# TASK DETAILS
Please repeat the data shown below, word for word.

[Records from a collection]

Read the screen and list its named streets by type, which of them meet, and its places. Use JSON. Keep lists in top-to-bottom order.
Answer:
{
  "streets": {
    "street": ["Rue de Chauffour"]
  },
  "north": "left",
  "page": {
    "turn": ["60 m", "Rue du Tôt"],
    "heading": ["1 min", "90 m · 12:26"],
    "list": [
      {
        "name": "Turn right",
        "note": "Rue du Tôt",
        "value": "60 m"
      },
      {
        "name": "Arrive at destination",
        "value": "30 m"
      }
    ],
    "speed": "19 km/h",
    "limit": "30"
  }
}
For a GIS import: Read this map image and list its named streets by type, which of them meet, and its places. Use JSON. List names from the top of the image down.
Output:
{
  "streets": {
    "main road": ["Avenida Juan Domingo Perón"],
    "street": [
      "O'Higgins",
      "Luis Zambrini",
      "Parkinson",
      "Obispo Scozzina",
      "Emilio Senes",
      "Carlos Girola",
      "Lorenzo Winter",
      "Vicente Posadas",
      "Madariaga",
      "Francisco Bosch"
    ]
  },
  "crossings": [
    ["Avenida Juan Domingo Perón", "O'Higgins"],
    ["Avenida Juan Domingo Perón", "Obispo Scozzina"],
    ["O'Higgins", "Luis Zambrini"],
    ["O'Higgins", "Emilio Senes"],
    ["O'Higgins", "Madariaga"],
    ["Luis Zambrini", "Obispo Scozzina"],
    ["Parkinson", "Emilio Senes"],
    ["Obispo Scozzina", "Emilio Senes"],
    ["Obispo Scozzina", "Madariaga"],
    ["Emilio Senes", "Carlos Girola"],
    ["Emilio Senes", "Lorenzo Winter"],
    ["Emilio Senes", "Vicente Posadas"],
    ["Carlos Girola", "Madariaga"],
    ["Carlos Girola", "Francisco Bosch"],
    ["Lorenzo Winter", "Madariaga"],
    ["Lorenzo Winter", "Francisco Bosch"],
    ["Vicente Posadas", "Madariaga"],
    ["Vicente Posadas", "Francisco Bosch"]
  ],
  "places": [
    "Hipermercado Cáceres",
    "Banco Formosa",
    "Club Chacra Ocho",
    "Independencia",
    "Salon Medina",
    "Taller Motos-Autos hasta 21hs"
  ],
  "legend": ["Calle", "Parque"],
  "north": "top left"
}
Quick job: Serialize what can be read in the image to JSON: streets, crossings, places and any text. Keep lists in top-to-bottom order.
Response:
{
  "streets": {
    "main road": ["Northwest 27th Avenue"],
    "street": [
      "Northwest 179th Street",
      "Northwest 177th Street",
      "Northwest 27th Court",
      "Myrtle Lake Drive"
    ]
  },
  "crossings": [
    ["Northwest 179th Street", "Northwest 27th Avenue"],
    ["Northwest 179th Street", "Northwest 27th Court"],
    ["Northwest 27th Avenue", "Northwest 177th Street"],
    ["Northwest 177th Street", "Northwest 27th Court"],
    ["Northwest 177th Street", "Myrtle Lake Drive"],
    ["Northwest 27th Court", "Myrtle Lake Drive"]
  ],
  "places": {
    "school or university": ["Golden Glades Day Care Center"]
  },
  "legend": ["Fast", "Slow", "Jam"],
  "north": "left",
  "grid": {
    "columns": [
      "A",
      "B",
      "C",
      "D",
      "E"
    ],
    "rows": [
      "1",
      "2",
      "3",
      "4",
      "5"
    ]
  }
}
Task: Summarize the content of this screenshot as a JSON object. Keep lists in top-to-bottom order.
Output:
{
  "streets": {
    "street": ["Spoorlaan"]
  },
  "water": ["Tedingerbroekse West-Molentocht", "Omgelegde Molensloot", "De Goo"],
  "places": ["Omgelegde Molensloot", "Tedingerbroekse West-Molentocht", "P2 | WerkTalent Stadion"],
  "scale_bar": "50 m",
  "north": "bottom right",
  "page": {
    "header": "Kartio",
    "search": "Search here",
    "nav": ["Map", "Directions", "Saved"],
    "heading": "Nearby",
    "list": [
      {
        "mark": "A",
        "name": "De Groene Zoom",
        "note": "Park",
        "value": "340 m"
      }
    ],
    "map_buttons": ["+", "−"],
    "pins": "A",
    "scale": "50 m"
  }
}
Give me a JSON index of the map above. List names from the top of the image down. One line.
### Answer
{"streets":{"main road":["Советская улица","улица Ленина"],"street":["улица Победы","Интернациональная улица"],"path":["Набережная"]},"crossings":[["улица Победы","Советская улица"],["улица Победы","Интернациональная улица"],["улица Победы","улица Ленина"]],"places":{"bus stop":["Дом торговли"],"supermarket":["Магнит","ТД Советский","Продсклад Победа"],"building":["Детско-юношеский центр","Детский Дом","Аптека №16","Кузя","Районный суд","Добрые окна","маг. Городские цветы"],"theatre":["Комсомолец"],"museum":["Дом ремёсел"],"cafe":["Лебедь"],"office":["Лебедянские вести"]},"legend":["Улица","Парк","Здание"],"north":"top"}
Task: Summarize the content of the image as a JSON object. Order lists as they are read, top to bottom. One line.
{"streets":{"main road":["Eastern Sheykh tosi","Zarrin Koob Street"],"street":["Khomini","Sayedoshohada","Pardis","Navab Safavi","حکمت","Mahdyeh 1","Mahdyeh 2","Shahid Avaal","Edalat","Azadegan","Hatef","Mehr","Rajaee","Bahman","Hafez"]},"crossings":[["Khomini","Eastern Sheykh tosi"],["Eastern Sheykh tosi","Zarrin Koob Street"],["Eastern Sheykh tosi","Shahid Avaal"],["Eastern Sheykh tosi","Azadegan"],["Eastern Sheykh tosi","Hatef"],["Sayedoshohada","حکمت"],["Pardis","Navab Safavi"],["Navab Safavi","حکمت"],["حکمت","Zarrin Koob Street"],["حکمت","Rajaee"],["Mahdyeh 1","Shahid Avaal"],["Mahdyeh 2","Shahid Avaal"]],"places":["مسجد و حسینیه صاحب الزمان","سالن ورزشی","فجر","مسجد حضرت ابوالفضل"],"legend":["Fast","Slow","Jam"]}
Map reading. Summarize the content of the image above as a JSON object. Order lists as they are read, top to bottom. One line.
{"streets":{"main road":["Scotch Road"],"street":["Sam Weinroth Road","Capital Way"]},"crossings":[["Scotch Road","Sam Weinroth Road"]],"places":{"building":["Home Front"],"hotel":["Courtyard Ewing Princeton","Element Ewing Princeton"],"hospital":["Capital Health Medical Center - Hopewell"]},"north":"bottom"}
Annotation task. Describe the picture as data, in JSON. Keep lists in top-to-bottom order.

# TASK ANSWER
Read the screen and list its named streets by type, which of them meet, and its places. Use JSON. Keep lists in top-to-bottom order.
Answer:
{
  "streets": {
    "street": ["Rue de Chauffour"]
  },
  "north": "left",
  "page": {
    "turn": ["60 m", "Rue du Tôt"],
    "heading": ["1 min", "90 m · 12:26"],
    "list": [
      {
        "name": "Turn right",
        "note": "Rue du Tôt",
        "value": "60 m"
      },
      {
        "name": "Arrive at destination",
        "value": "30 m"
      }
    ],
    "speed": "19 km/h",
    "limit": "30"
  }
}
For a GIS import: Read this map image and list its named streets by type, which of them meet, and its places. Use JSON. List names from the top of the image down.
Output:
{
  "streets": {
    "main road": ["Avenida Juan Domingo Perón"],
    "street": [
      "O'Higgins",
      "Luis Zambrini",
      "Parkinson",
      "Obispo Scozzina",
      "Emilio Senes",
      "Carlos Girola",
      "Lorenzo Winter",
      "Vicente Posadas",
      "Madariaga",
      "Francisco Bosch"
    ]
  },
  "crossings": [
    ["Avenida Juan Domingo Perón", "O'Higgins"],
    ["Avenida Juan Domingo Perón", "Obispo Scozzina"],
    ["O'Higgins", "Luis Zambrini"],
    ["O'Higgins", "Emilio Senes"],
    ["O'Higgins", "Madariaga"],
    ["Luis Zambrini", "Obispo Scozzina"],
    ["Parkinson", "Emilio Senes"],
    ["Obispo Scozzina", "Emilio Senes"],
    ["Obispo Scozzina", "Madariaga"],
    ["Emilio Senes", "Carlos Girola"],
    ["Emilio Senes", "Lorenzo Winter"],
    ["Emilio Senes", "Vicente Posadas"],
    ["Carlos Girola", "Madariaga"],
    ["Carlos Girola", "Francisco Bosch"],
    ["Lorenzo Winter", "Madariaga"],
    ["Lorenzo Winter", "Francisco Bosch"],
    ["Vicente Posadas", "Madariaga"],
    ["Vicente Posadas", "Francisco Bosch"]
  ],
  "places": [
    "Hipermercado Cáceres",
    "Banco Formosa",
    "Club Chacra Ocho",
    "Independencia",
    "Salon Medina",
    "Taller Motos-Autos hasta 21hs"
  ],
  "legend": ["Calle", "Parque"],
  "north": "top left"
}
Quick job: Serialize what can be read in the image to JSON: streets, crossings, places and any text. Keep lists in top-to-bottom order.
Response:
{
  "streets": {
    "main road": ["Northwest 27th Avenue"],
    "street": [
      "Northwest 179th Street",
      "Northwest 177th Street",
      "Northwest 27th Court",
      "Myrtle Lake Drive"
    ]
  },
  "crossings": [
    ["Northwest 179th Street", "Northwest 27th Avenue"],
    ["Northwest 179th Street", "Northwest 27th Court"],
    ["Northwest 27th Avenue", "Northwest 177th Street"],
    ["Northwest 177th Street", "Northwest 27th Court"],
    ["Northwest 177th Street", "Myrtle Lake Drive"],
    ["Northwest 27th Court", "Myrtle Lake Drive"]
  ],
  "places": {
    "school or university": ["Golden Glades Day Care Center"]
  },
  "legend": ["Fast", "Slow", "Jam"],
  "north": "left",
  "grid": {
    "columns": [
      "A",
      "B",
      "C",
      "D",
      "E"
    ],
    "rows": [
      "1",
      "2",
      "3",
      "4",
      "5"
    ]
  }
}
Task: Summarize the content of this screenshot as a JSON object. Keep lists in top-to-bottom order.
Output:
{
  "streets": {
    "street": ["Spoorlaan"]
  },
  "water": ["Tedingerbroekse West-Molentocht", "Omgelegde Molensloot", "De Goo"],
  "places": ["Omgelegde Molensloot", "Tedingerbroekse West-Molentocht", "P2 | WerkTalent Stadion"],
  "scale_bar": "50 m",
  "north": "bottom right",
  "page": {
    "header": "Kartio",
    "search": "Search here",
    "nav": ["Map", "Directions", "Saved"],
    "heading": "Nearby",
    "list": [
      {
        "mark": "A",
        "name": "De Groene Zoom",
        "note": "Park",
        "value": "340 m"
      }
    ],
    "map_buttons": ["+", "−"],
    "pins": "A",
    "scale": "50 m"
  }
}
Give me a JSON index of the map above. List names from the top of the image down. One line.
### Answer
{"streets":{"main road":["Советская улица","улица Ленина"],"street":["улица Победы","Интернациональная улица"],"path":["Набережная"]},"crossings":[["улица Победы","Советская улица"],["улица Победы","Интернациональная улица"],["улица Победы","улица Ленина"]],"places":{"bus stop":["Дом торговли"],"supermarket":["Магнит","ТД Советский","Продсклад Победа"],"building":["Детско-юношеский центр","Детский Дом","Аптека №16","Кузя","Районный суд","Добрые окна","маг. Городские цветы"],"theatre":["Комсомолец"],"museum":["Дом ремёсел"],"cafe":["Лебедь"],"office":["Лебедянские вести"]},"legend":["Улица","Парк","Здание"],"north":"top"}
Task: Summarize the content of the image as a JSON object. Order lists as they are read, top to bottom. One line.
{"streets":{"main road":["Eastern Sheykh tosi","Zarrin Koob Street"],"street":["Khomini","Sayedoshohada","Pardis","Navab Safavi","حکمت","Mahdyeh 1","Mahdyeh 2","Shahid Avaal","Edalat","Azadegan","Hatef","Mehr","Rajaee","Bahman","Hafez"]},"crossings":[["Khomini","Eastern Sheykh tosi"],["Eastern Sheykh tosi","Zarrin Koob Street"],["Eastern Sheykh tosi","Shahid Avaal"],["Eastern Sheykh tosi","Azadegan"],["Eastern Sheykh tosi","Hatef"],["Sayedoshohada","حکمت"],["Pardis","Navab Safavi"],["Navab Safavi","حکمت"],["حکمت","Zarrin Koob Street"],["حکمت","Rajaee"],["Mahdyeh 1","Shahid Avaal"],["Mahdyeh 2","Shahid Avaal"]],"places":["مسجد و حسینیه صاحب الزمان","سالن ورزشی","فجر","مسجد حضرت ابوالفضل"],"legend":["Fast","Slow","Jam"]}
Map reading. Summarize the content of the image above as a JSON object. Order lists as they are read, top to bottom. One line.
{"streets":{"main road":["Scotch Road"],"street":["Sam Weinroth Road","Capital Way"]},"crossings":[["Scotch Road","Sam Weinroth Road"]],"places":{"building":["Home Front"],"hotel":["Courtyard Ewing Princeton","Element Ewing Princeton"],"hospital":["Capital Health Medical Center - Hopewell"]},"north":"bottom"}
Annotation task. Describe the picture as data, in JSON. Keep lists in top-to-bottom order.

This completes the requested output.